GM: Imagine for a moment that you are Blair Walsh. What’s the first thing you think and the first thing you do after missing that kick in the playoffs?
AE: I’d probably just be in shock, because, Walsh probably makes this kick 98 or 99 times out of 100. There’s not much you can really do at that point, except accept what happened, and move on to the next kick.
GM: It’s a crazy world we live in when someone starts getting death threats for kicking an inflated piece of leather wide of a designated area. Do you agree?
AE: I agree, people get a little out-of-control. That is going to happen in every sport though, and you just have to not let it get to you.
GM: Tell us how you got hooked up with the Hanover Rhinos?
AE: I originally thought I was retiring from football after my two years playing at Stevenson University. Right after I transferred to Towson, I was introduced to the Rhinos by a coach that used to coach at my high school, Manchester Valley. I was told that they could use a kicker, and so I tried out and here I am today.
GM: What does it mean to be a part of this family?

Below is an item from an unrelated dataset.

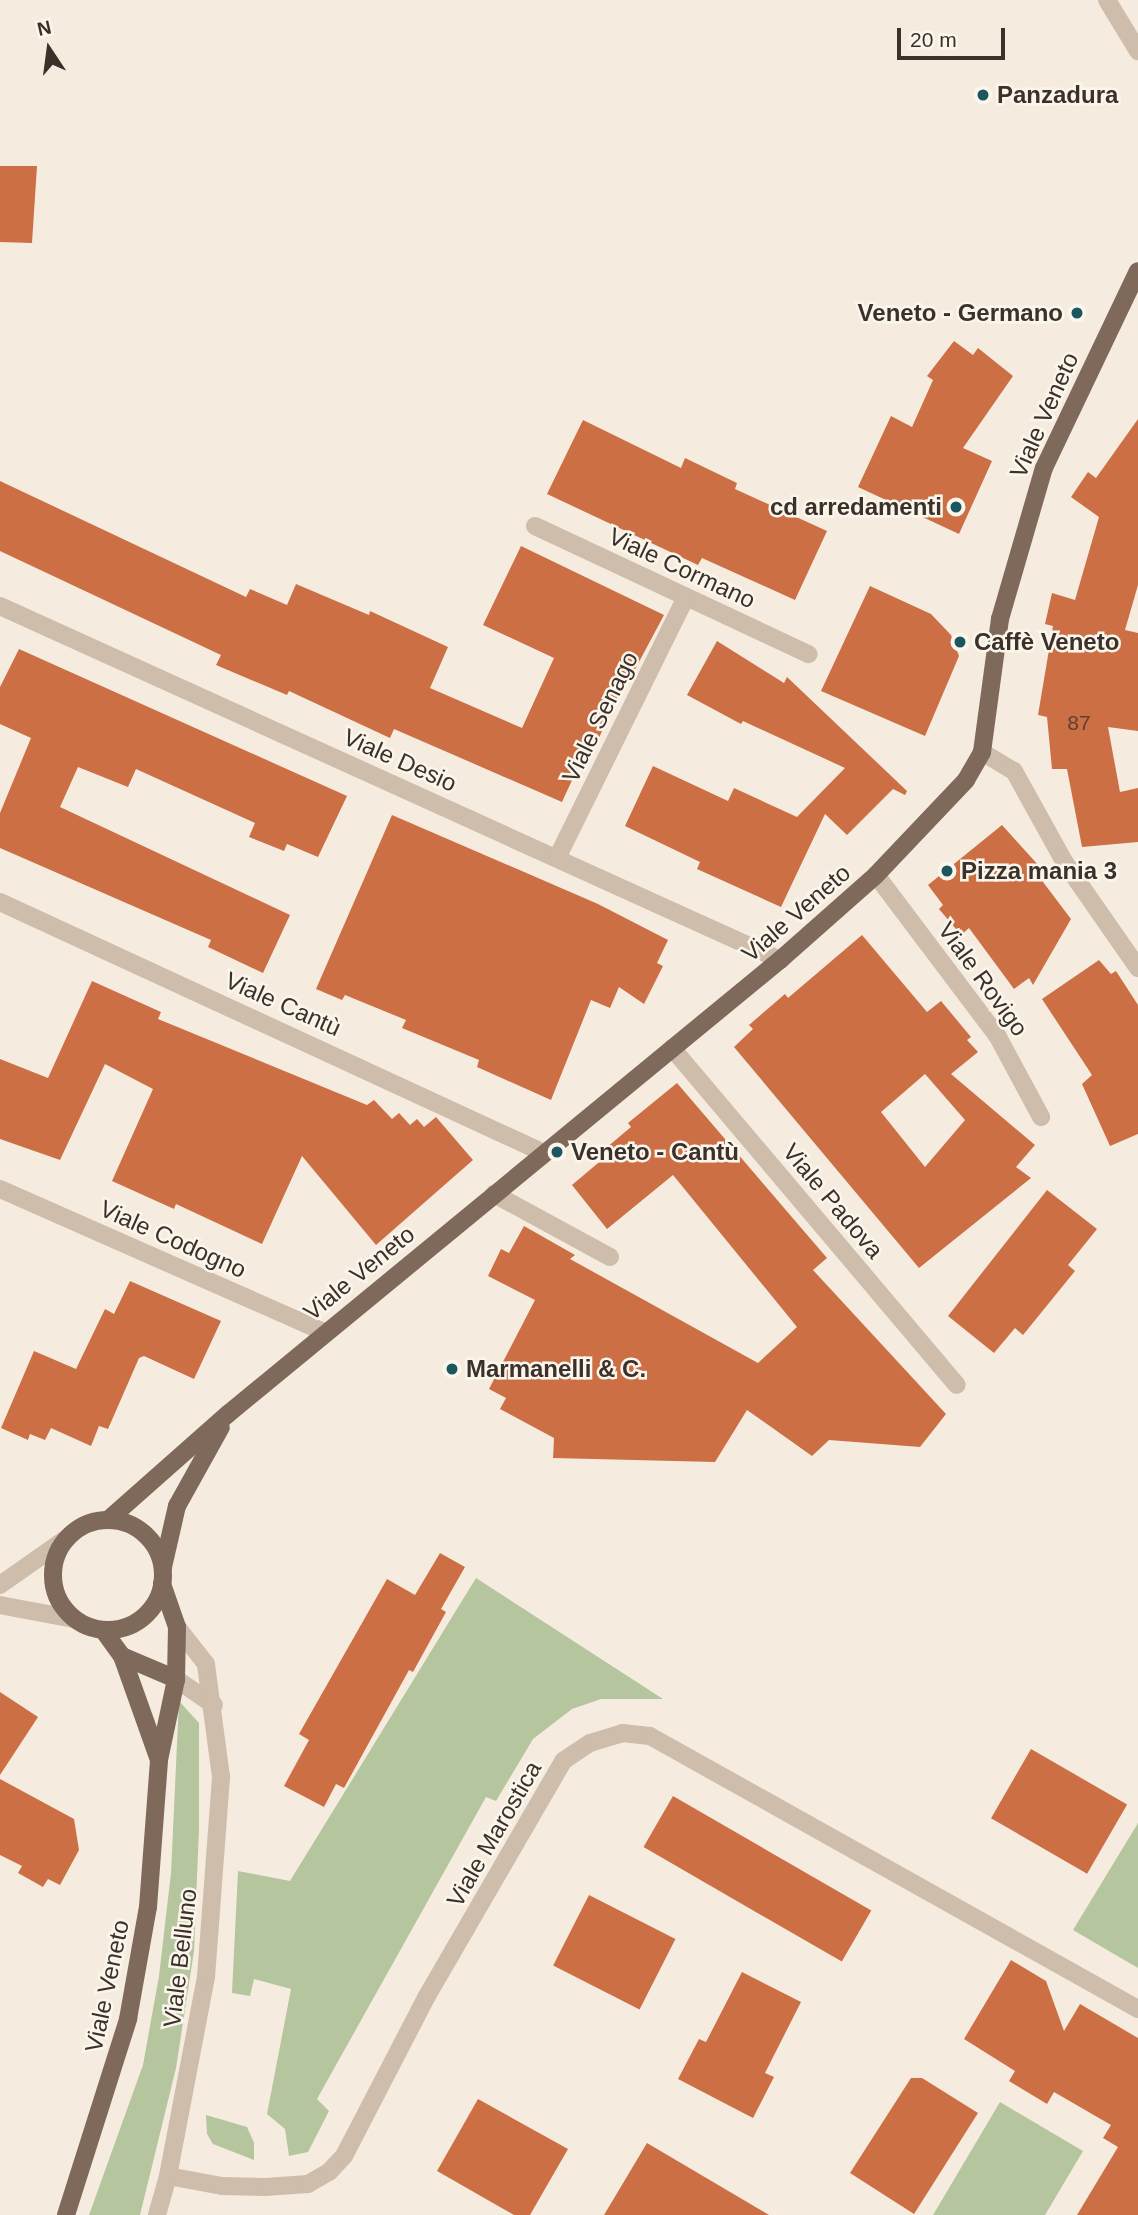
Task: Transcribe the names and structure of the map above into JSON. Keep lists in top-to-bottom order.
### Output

AE: It means a significant amount. It means everything. When I joined the team, I did not know anybody, so I was not really sure what to expect. Through a season and a half, I have built good relationships with the players and the coaches. I’ve made some good friends throughout the process.
GM: Donald Trump’s hair looks like _____ and reminds me of ________.
AE: Strange bird, older Biff Tannen from Back to The Future.
GM: Thanks for your time, man.
AE: Thanks for having me, George. I appreciate it.